= Healthcare in Zambia =

In 2014, public expenditure on health in Zambia was 2.8% of GDP, among the lowest in southern Africa.

== Health infrastructure ==
There are two ministries in health care delivery: the Ministry of Health and the Ministry of Community Development, Mother and Child Health that provide information about health and deliver health services. In 2010, public expenditure on healthcare was 3.4% of the GDP - among the lowest in southern Africa.

===Health facilities ===
The health service delivery system has three levels:
- 1st level: Community-level health services; These include District hospitals, Health Centers and Health Posts.
- 2nd level: Provincial or General hospitals.
- 3rd level: Central or specialist hospitals.

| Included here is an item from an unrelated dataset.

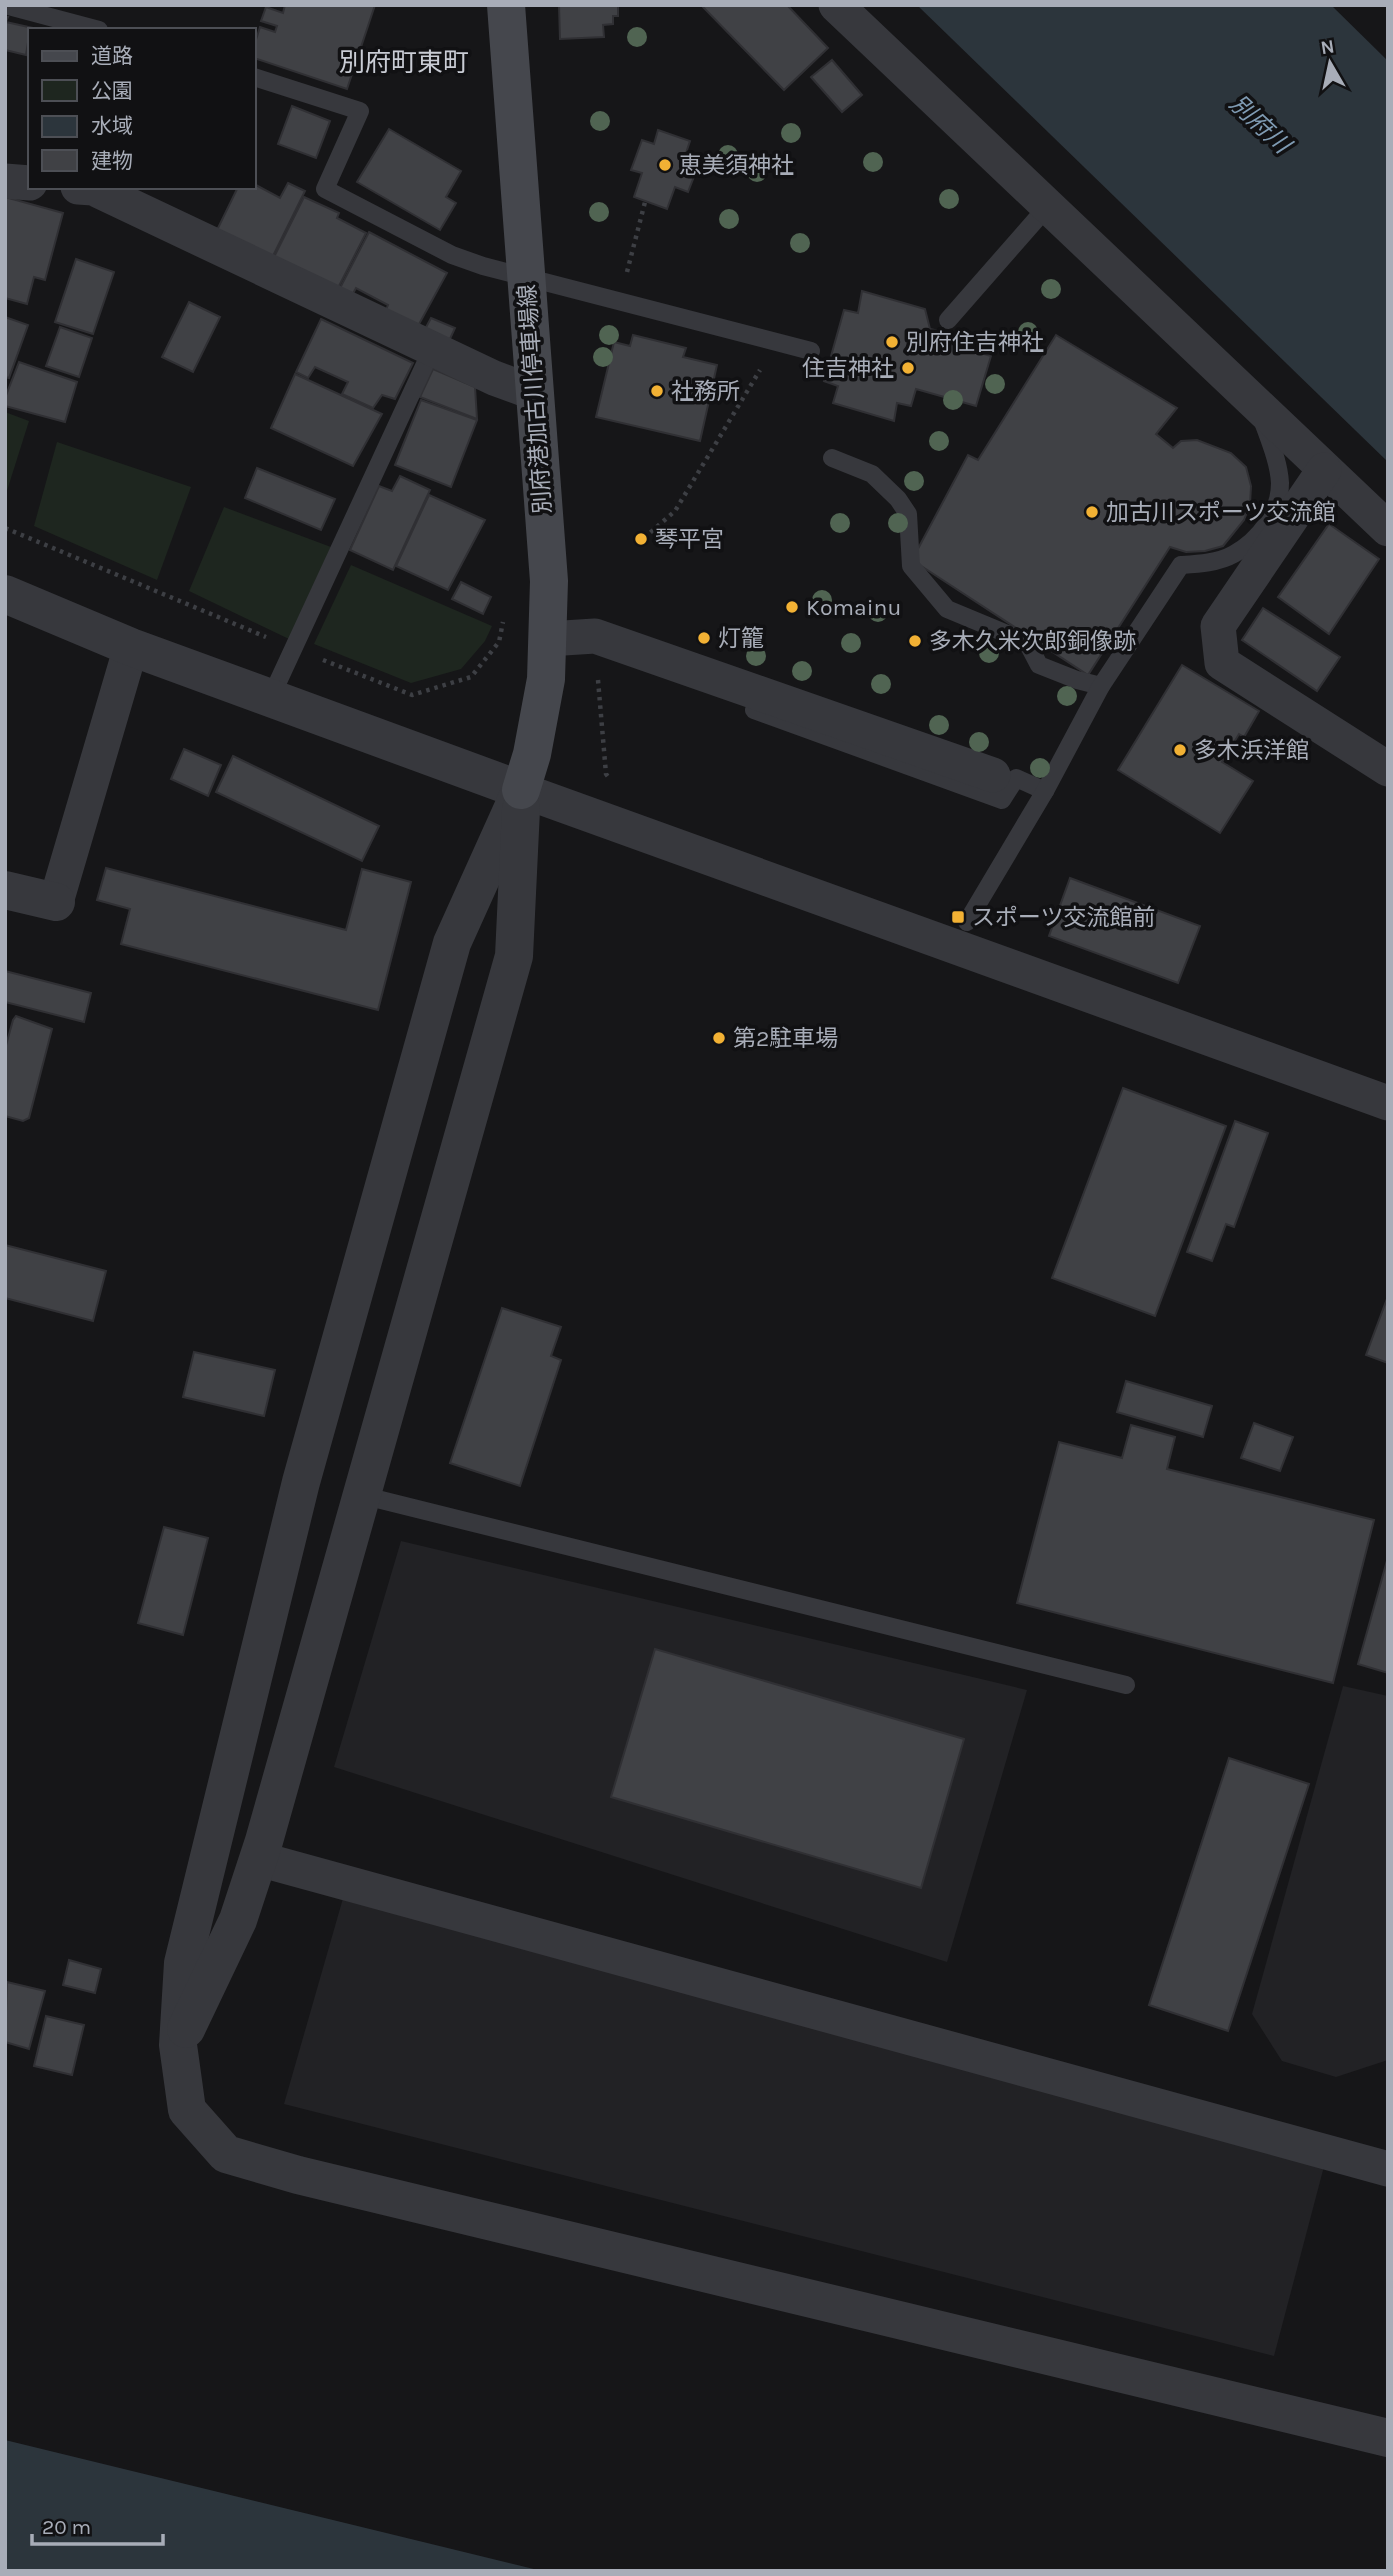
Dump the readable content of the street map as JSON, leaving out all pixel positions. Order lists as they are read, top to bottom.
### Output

====Roles of the Ministries====
The Ministry of Community Development, Mother and Child was created following the shift in government policy in 2013 that brought about streamlining of the Ministry of Health, thus re-aligning of Primary Health care Services; all General hospitals, health centers and health posts fall under this ministry. On the other hand, the Ministry of Health also has a role to supervise Provincial Health offices, 2nd level hospitals and 3rd level hospitals.

====Health facilities====
In 2012, there were approximately 1762 health care facilities in Zambia. The largest health facility, the University Teaching Hospital serves both as a specialist hospital and a training site for future health workers. It is a 3rd level hospital. Other 3rd level hospitals include Kitwe Central Hospital, Ndola Central Hospital, Arthur Davison Children's Hospital, Cancer Disease Hospital and Chainama Mental Hospital.

The 2nd and 1st level hospitals throughout Zambia include: Levy Mwanawasa General Hospital, Chipata General Hospital, Konkola Mine Hospital, Lubwe Mission Hospital, Macha Mission Hospital, Mtendere Mission Hospital, Mukinge Mission Hospital, Mwandi Mission Hospital, Nchanga North Hospital, Chikankata Salvation Army Hospital, Kalene Mission Hospital, St Francis Hospital, and Luke's Mission Hospital. Others are Lewanika General Hospital, Kabwe General Hospital.There are very few health facilities in rural or remote places in Zambia, where most communities rely on small government-run community health centers and rural health posts.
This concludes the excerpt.